### EXERCISE DIRECTIONS
Restate word for word every line from the one containing "Task: Dump the" to the last line of the records below.

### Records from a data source
□ □ □ □ □ □ □

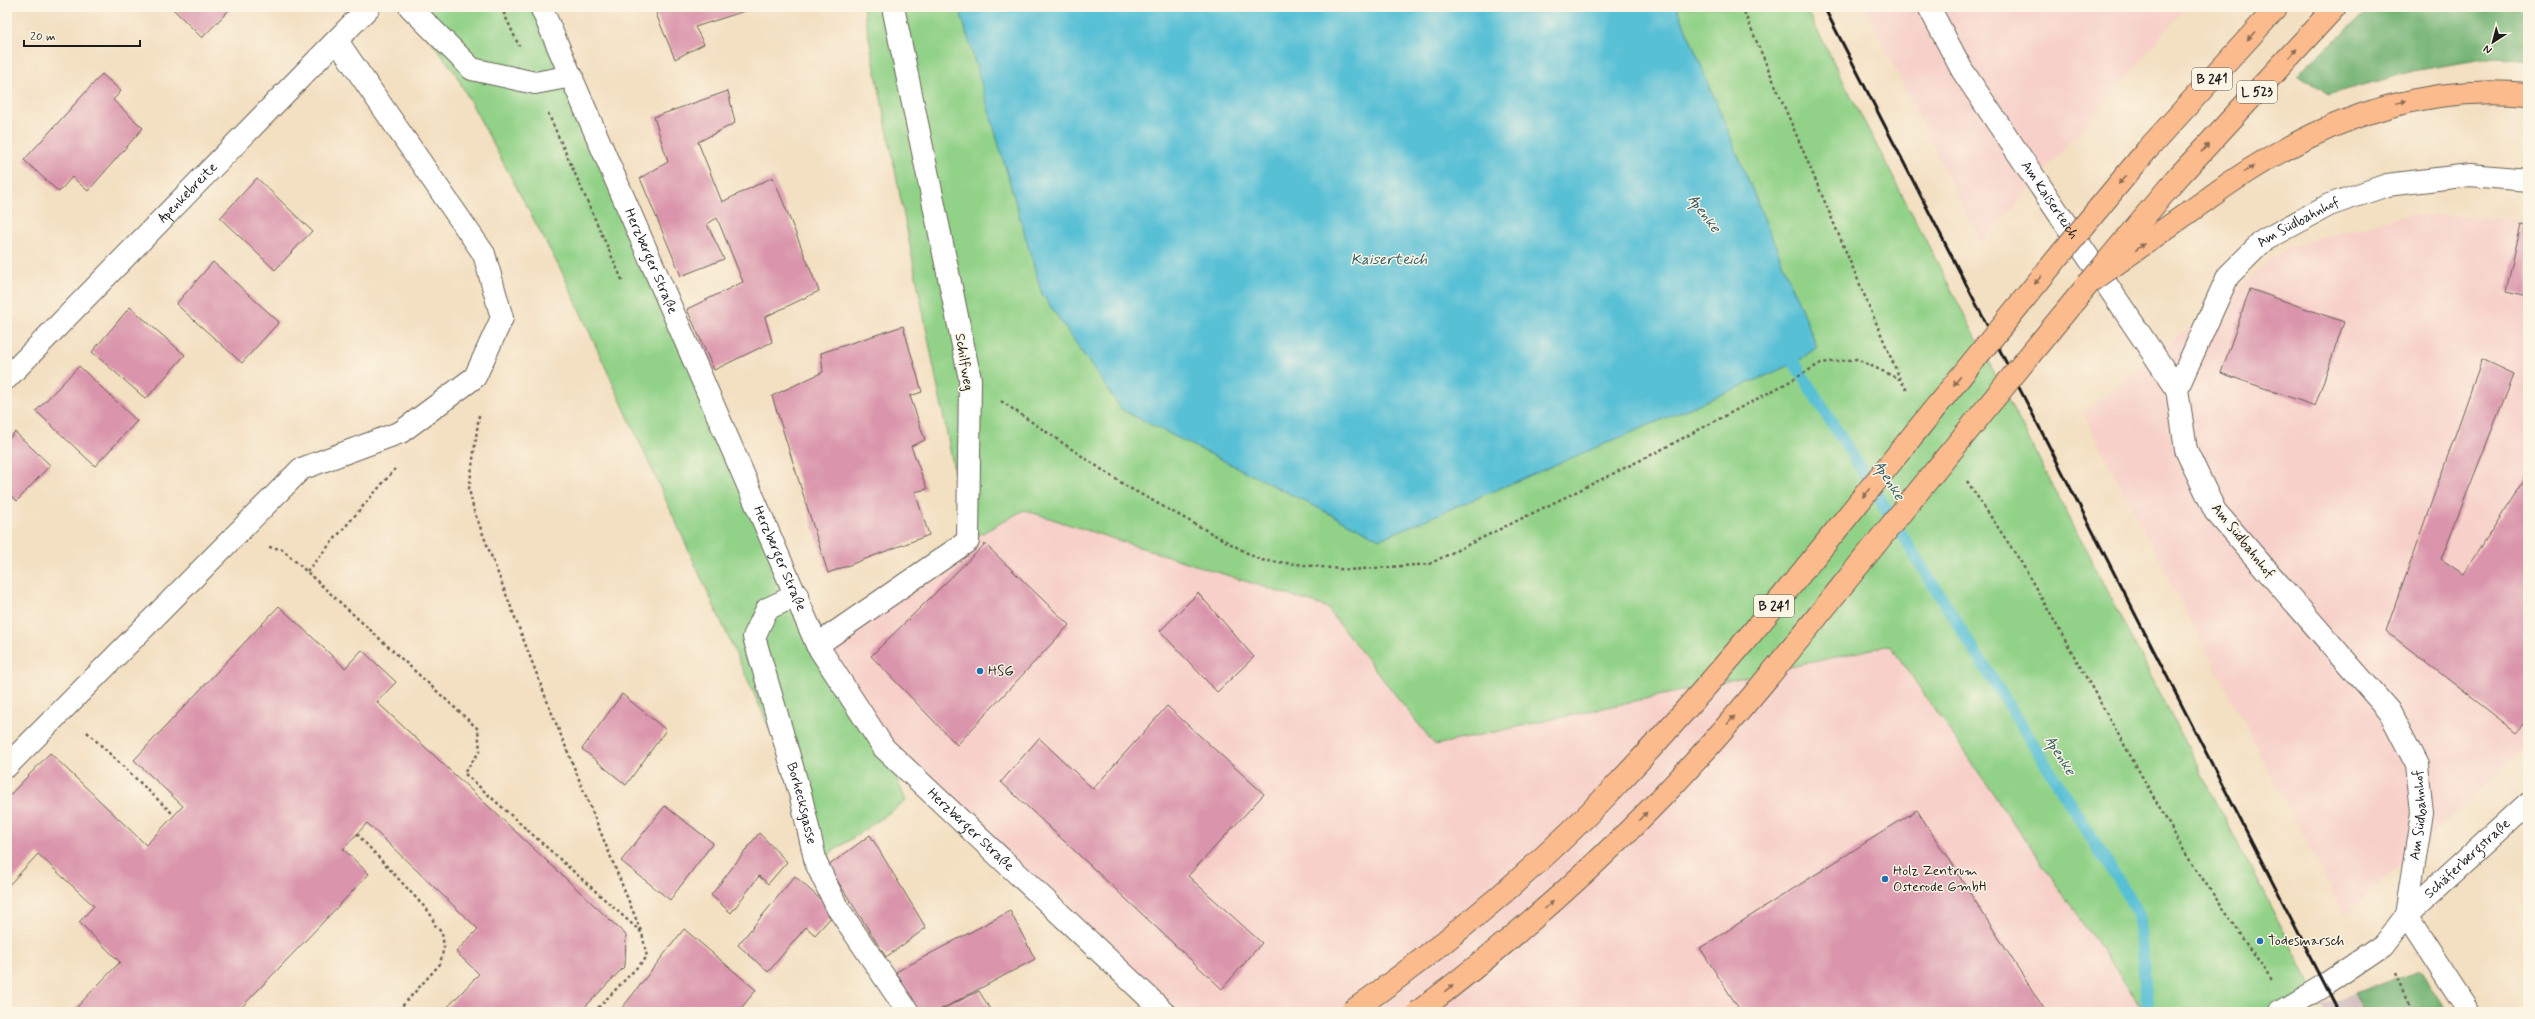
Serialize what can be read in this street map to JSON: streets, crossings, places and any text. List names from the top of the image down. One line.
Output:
{"streets":{"main road":["B 241","L 523"],"street":["Apenkebreite","Am Kaiserteich","Am Südbahnhof","Herzberger Straße","Schilfweg","Borhecksgasse","Schäferbergstraße"]},"crossings":[["B 241","L 523"],["Am Kaiserteich","Am Südbahnhof"],["Am Südbahnhof","Schäferbergstraße"],["Herzberger Straße","Schilfweg"],["Herzberger Straße","Borhecksgasse"]],"water":["Apenke","Kaiserteich"],"places":["HSG","Holz Zentrum Osterode GmbH","Todesmarsch"],"scale_bar":"20 m","north":"bottom left"}
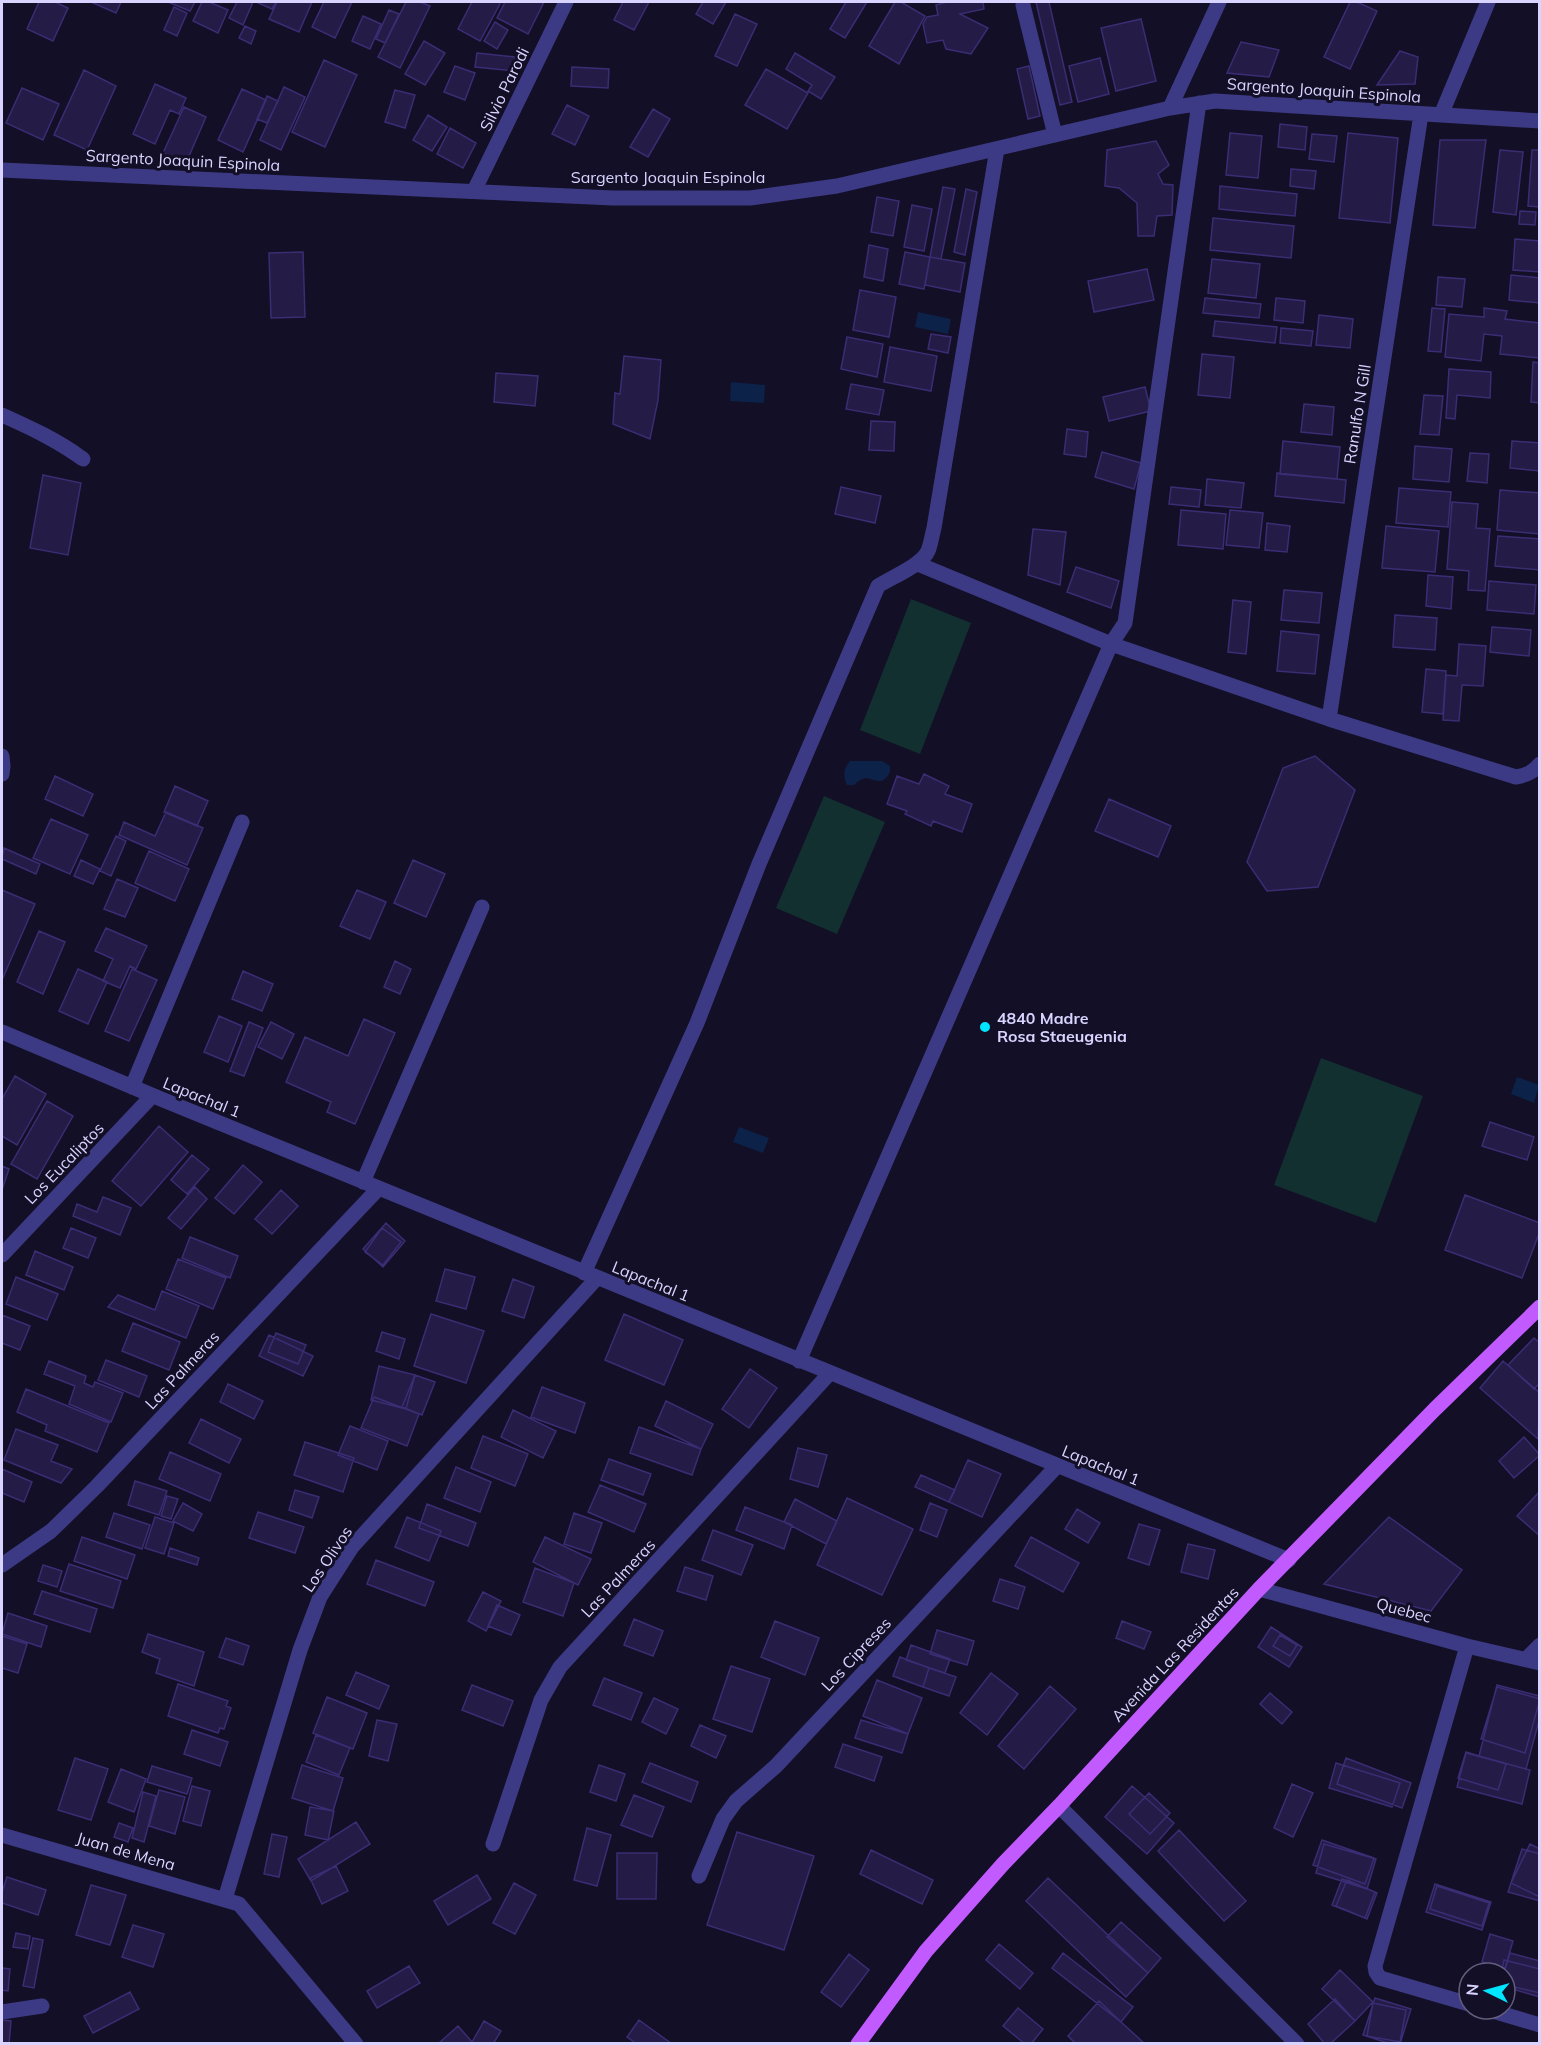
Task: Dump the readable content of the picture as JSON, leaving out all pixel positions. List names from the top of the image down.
{
  "streets": {
    "main road": ["Avenida Las Residentas"],
    "street": [
      "Silvio Parodi",
      "Sargento Joaquin Espinola",
      "Ranulfo N Gill",
      "Lapachal 1",
      "Los Eucaliptos",
      "Las Palmeras",
      "Los Olivos",
      "Quebec",
      "Los Cipreses",
      "Juan de Mena"
    ]
  },
  "crossings": [
    ["Silvio Parodi", "Sargento Joaquin Espinola"],
    ["Sargento Joaquin Espinola", "Ranulfo N Gill"],
    ["Lapachal 1", "Los Eucaliptos"],
    ["Lapachal 1", "Las Palmeras"],
    ["Lapachal 1", "Los Olivos"],
    ["Lapachal 1", "Los Cipreses"],
    ["Lapachal 1", "Avenida Las Residentas"],
    ["Los Olivos", "Juan de Mena"],
    ["Quebec", "Avenida Las Residentas"]
  ],
  "places": ["4840 Madre Rosa Staeugenia"],
  "north": "left"
}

□ □ □ □ □ □ □

### ANSWER
Task: Dump the readable content of the picture as JSON, leaving out all pixel positions. List names from the top of the image down.
{
  "streets": {
    "main road": ["Avenida Las Residentas"],
    "street": [
      "Silvio Parodi",
      "Sargento Joaquin Espinola",
      "Ranulfo N Gill",
      "Lapachal 1",
      "Los Eucaliptos",
      "Las Palmeras",
      "Los Olivos",
      "Quebec",
      "Los Cipreses",
      "Juan de Mena"
    ]
  },
  "crossings": [
    ["Silvio Parodi", "Sargento Joaquin Espinola"],
    ["Sargento Joaquin Espinola", "Ranulfo N Gill"],
    ["Lapachal 1", "Los Eucaliptos"],
    ["Lapachal 1", "Las Palmeras"],
    ["Lapachal 1", "Los Olivos"],
    ["Lapachal 1", "Los Cipreses"],
    ["Lapachal 1", "Avenida Las Residentas"],
    ["Los Olivos", "Juan de Mena"],
    ["Quebec", "Avenida Las Residentas"]
  ],
  "places": ["4840 Madre Rosa Staeugenia"],
  "north": "left"
}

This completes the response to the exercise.